Want To Grow Organic Food? Here Are Some Tips
If you’re interested in learning how to grow organic food, I have some tips today.
Admittedly this post is a little bit all over the place, but hopefully there’s something in here that will be useful to you.
The video is worth watching, and at minute 3:57 I explain the ‘3 sisters’ that I was planting in the video last week.
(At the beginning of the video, I say ‘Back from Amsterdam!’ – that’s because I shot this video last year when I had just returned from my trip there where my sister and I had made a bunch of videos on container gardening.)
First, How Big?
Not too big. This is an important one.
I say even just doing a good job with 10 different kinds of plants is much better than struggling with 30.
You can grow a decent amount of organic food if you intensely plant 100 square feet, and it won’t be overwhelming.
The biggest time investment is usually in spring, when you amend the soil, optionally start seedlings, and plant and sow your beds.
Then comes summer time when you can end up with loads of the same kind of fruits or veggies at once, so you need to be ready to preserve or share them or they’ll go to waste.
If you start small, you can keep on top of weeds and watering and fertilizing and really pay attention to everything that’s happening in the garden, rather than spending all season scrambling to keep up.
Grow Organic Annuals
Some approaches to growing organic food have a long-term outlook, while others are more focused on immediate results.
Annuals like tomatoes and cucumbers are more for the short term.
They’re definitely a real treat, and they’re mainstays of an organic vegetable garden, but they do have to be planted every year, and they need some attention throughout the growing season.

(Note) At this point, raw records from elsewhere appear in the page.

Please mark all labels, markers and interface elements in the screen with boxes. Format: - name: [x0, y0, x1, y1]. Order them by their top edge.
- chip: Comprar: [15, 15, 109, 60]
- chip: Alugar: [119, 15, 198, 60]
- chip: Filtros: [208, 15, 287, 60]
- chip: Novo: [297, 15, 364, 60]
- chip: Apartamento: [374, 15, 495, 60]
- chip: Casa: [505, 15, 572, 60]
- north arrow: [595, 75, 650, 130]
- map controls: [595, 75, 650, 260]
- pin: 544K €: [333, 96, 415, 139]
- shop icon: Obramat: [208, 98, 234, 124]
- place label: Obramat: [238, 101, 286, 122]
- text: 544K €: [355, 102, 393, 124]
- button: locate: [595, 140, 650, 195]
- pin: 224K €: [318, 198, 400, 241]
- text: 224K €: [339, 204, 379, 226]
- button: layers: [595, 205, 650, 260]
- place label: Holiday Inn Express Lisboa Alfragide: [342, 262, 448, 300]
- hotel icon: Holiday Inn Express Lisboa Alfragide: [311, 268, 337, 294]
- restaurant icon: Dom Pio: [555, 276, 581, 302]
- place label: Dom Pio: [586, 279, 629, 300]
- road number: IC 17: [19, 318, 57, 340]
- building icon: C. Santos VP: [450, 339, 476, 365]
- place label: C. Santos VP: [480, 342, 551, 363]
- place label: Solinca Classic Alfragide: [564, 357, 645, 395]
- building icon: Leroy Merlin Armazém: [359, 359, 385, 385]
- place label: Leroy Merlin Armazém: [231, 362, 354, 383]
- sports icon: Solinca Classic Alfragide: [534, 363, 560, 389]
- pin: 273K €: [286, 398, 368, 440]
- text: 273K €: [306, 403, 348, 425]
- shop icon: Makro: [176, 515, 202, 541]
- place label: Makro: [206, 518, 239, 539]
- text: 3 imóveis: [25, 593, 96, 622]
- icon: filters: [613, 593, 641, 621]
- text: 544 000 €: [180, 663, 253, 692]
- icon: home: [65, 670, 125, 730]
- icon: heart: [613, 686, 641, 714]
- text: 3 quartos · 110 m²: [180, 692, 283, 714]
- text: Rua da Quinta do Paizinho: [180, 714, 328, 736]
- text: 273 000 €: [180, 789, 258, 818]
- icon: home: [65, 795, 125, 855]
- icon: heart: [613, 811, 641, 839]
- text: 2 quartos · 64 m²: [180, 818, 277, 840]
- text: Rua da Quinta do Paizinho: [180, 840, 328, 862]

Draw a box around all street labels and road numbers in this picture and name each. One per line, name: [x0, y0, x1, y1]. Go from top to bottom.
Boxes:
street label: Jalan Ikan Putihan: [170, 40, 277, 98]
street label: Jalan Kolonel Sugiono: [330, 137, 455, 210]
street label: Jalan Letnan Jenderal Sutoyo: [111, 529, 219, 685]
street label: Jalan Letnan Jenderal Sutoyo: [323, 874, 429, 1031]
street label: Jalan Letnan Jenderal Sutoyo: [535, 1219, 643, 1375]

A problem I sometimes run into, what with me not actually living where my garden is located, is that some of my annual plants struggle because I may plant them and then be gone on an adventure for a month.
So while annuals are great as long as you have time to plant and care for them, I’m increasingly interested in perennials…
ALSO Grow Organic Perennials
Permaculture emphasizes using long-term strategies to grow organic food-producing gardens that largely manage themselves after initial setup.
This approach focuses on fruits and nuts, perennial veggies like asparagus and lovage, and perhaps self-seeding plants like Russian kale and self-seeding herbs like dill and cilantro.
This is appealing to me because once these plants are established, they largely take care of themselves, and the weird weather we often have (too wet/dry, too hot/cold) doesn’t have as big of an impact.
And yet, another permaculture principle is “get a yield.”
We usually want to get some organic foods from our gardens right away, which lands us in the realm of traditional annual vegetables like potatoes, lettuce, etc.
You don’t have to choose just one approach – just find a balance that fits your situation.
Before You Plant
Some of the first things to take care of in the garden are water, access and structures.
In fact, there’s an acronym that sometimes gets thrown around in permaculture called W.A.S.P.
We want to make sure there’s:
- Water. Preferably more than 1 good water source near the garden.
- Access. Easy foot and wheelbarrow access anywhere you might need it.
- Structures. A potting station, a compost zone, areas for storing amendments and tools, etc.
- Plants. Then you can get excited about growing organic food.
It’s essential that the garden space meets the plants’ needs for sun, water, and soil type. Most annual vegetables require full sun in temperate zones.
If you have many shady areas, you can cross-reference a few online lists of more shade-tolerant food plants.
Organic Food Crop Rotation
While conventional farming relies on monocultures, there’s no reason we need to do that in the garden.
If you grow organic food plants in combinations, it can improve yield, soil health, and biological diversity.
This can start with something as simple as crop rotation, where we plant different crops in a bed each season, making sure to wait at least three years before planting something from the same family again.
It’s mostly agreed that this reduces disease pressure and lets the soil regenerate, as each plant has unique nutritional requirements.
Companion Planting – The Three Sisters
The 3 sisters: corn, beans and squash
Taking it further, we can combine different plants within the same bed.
Companion planting mixes plants that actively support each other.
A well-known example is the traditional Meso-American ‘3 sisters’ combination – corn, beans, and squash – which I planted this year.
- The corn provides a trellis for the beans and food for the nitrogen-fixing bacteria.
- The beans house those bacteria, who fix nitrogen for the nitrogen-hungry corn.
- The squash shades the soil, controlling weeds and decreasing evaporation.
There are many guides out there on companion planting, but they don’t all agree with each other as to which root crop loves which leafy green, so you may do just as well by experimenting.
I sometimes just mix 10-20 different plants in a bed, including growing organic food plants along some beneficials like wild marigold, nasturtium, and bee balm. This is called a polyculture.